>>>

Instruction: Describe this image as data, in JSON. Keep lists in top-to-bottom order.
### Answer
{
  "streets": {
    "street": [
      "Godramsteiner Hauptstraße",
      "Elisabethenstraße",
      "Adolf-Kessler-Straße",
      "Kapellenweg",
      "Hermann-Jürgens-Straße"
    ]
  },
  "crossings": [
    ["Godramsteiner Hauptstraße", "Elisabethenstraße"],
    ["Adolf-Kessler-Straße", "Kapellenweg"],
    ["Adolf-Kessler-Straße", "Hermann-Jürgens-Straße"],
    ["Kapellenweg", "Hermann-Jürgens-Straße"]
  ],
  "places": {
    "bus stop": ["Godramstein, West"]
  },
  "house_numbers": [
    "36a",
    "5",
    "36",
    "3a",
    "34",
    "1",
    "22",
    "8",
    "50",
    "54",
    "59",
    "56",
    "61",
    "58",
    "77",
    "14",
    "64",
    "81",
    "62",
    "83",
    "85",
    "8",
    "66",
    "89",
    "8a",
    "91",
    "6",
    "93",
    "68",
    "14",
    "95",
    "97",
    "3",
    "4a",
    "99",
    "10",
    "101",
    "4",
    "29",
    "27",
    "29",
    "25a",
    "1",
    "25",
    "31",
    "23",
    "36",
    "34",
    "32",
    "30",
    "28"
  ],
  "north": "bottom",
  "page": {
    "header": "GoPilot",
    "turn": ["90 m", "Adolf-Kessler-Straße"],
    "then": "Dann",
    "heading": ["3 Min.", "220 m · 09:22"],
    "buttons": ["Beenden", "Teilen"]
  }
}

<<<

▸ **INSTRUCTIONS TO FOLLOW**
Determine how many lines of the listing above hold the word "Hermann". Report that number without anything else.

▸ **RESPONSE BOX**
3